EXERCISE INSTRUCTIONS: The answer must consist of every record, printed exactly as it stands.

(Saved entries)
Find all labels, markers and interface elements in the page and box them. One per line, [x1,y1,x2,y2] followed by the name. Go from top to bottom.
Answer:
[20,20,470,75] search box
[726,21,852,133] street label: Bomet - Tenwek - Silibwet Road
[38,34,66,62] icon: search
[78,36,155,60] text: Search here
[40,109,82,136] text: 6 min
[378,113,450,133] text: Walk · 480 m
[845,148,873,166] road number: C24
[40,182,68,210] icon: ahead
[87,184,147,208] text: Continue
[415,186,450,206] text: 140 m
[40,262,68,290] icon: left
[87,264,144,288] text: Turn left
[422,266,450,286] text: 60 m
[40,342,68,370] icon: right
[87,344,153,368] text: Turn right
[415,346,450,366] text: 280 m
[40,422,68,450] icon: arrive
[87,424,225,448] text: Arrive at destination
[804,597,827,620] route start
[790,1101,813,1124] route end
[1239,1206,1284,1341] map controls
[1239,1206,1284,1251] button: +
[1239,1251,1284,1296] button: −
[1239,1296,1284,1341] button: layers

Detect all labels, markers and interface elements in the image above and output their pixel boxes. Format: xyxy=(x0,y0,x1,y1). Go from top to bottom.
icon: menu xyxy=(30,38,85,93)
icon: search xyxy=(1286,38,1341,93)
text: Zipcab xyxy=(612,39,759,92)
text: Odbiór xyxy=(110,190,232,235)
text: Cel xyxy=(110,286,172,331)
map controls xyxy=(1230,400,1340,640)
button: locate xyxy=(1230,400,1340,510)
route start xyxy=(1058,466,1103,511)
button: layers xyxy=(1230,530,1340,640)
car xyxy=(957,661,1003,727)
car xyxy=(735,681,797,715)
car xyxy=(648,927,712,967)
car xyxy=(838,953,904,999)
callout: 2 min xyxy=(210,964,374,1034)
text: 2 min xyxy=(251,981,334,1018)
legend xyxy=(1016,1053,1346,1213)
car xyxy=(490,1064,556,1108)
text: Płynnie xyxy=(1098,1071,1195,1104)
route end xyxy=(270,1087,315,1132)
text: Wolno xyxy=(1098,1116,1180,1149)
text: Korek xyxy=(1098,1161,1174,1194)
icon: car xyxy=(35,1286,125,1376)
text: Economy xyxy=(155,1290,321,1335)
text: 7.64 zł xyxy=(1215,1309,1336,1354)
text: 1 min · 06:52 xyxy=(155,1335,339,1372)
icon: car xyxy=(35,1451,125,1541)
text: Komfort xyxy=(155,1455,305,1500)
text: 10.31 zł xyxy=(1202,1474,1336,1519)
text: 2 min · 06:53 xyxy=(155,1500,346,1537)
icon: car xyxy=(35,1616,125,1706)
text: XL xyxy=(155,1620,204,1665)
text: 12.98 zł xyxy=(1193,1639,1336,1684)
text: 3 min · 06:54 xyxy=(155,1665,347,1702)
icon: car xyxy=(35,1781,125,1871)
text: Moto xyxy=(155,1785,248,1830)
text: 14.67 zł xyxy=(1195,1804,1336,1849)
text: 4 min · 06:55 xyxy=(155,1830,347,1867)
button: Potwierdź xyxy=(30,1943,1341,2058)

SOLUTION FOR THIS PROBLEM:
Find all labels, markers and interface elements in the page and box them. One per line, [x1,y1,x2,y2] followed by the name. Go from top to bottom.
Answer:
[20,20,470,75] search box
[726,21,852,133] street label: Bomet - Tenwek - Silibwet Road
[38,34,66,62] icon: search
[78,36,155,60] text: Search here
[40,109,82,136] text: 6 min
[378,113,450,133] text: Walk · 480 m
[845,148,873,166] road number: C24
[40,182,68,210] icon: ahead
[87,184,147,208] text: Continue
[415,186,450,206] text: 140 m
[40,262,68,290] icon: left
[87,264,144,288] text: Turn left
[422,266,450,286] text: 60 m
[40,342,68,370] icon: right
[87,344,153,368] text: Turn right
[415,346,450,366] text: 280 m
[40,422,68,450] icon: arrive
[87,424,225,448] text: Arrive at destination
[804,597,827,620] route start
[790,1101,813,1124] route end
[1239,1206,1284,1341] map controls
[1239,1206,1284,1251] button: +
[1239,1251,1284,1296] button: −
[1239,1296,1284,1341] button: layers

Detect all labels, markers and interface elements in the image above and output their pixel boxes. Format: xyxy=(x0,y0,x1,y1). Go from top to bottom.
icon: menu xyxy=(30,38,85,93)
icon: search xyxy=(1286,38,1341,93)
text: Zipcab xyxy=(612,39,759,92)
text: Odbiór xyxy=(110,190,232,235)
text: Cel xyxy=(110,286,172,331)
map controls xyxy=(1230,400,1340,640)
button: locate xyxy=(1230,400,1340,510)
route start xyxy=(1058,466,1103,511)
button: layers xyxy=(1230,530,1340,640)
car xyxy=(957,661,1003,727)
car xyxy=(735,681,797,715)
car xyxy=(648,927,712,967)
car xyxy=(838,953,904,999)
callout: 2 min xyxy=(210,964,374,1034)
text: 2 min xyxy=(251,981,334,1018)
legend xyxy=(1016,1053,1346,1213)
car xyxy=(490,1064,556,1108)
text: Płynnie xyxy=(1098,1071,1195,1104)
route end xyxy=(270,1087,315,1132)
text: Wolno xyxy=(1098,1116,1180,1149)
text: Korek xyxy=(1098,1161,1174,1194)
icon: car xyxy=(35,1286,125,1376)
text: Economy xyxy=(155,1290,321,1335)
text: 7.64 zł xyxy=(1215,1309,1336,1354)
text: 1 min · 06:52 xyxy=(155,1335,339,1372)
icon: car xyxy=(35,1451,125,1541)
text: Komfort xyxy=(155,1455,305,1500)
text: 10.31 zł xyxy=(1202,1474,1336,1519)
text: 2 min · 06:53 xyxy=(155,1500,346,1537)
icon: car xyxy=(35,1616,125,1706)
text: XL xyxy=(155,1620,204,1665)
text: 12.98 zł xyxy=(1193,1639,1336,1684)
text: 3 min · 06:54 xyxy=(155,1665,347,1702)
icon: car xyxy=(35,1781,125,1871)
text: Moto xyxy=(155,1785,248,1830)
text: 14.67 zł xyxy=(1195,1804,1336,1849)
text: 4 min · 06:55 xyxy=(155,1830,347,1867)
button: Potwierdź xyxy=(30,1943,1341,2058)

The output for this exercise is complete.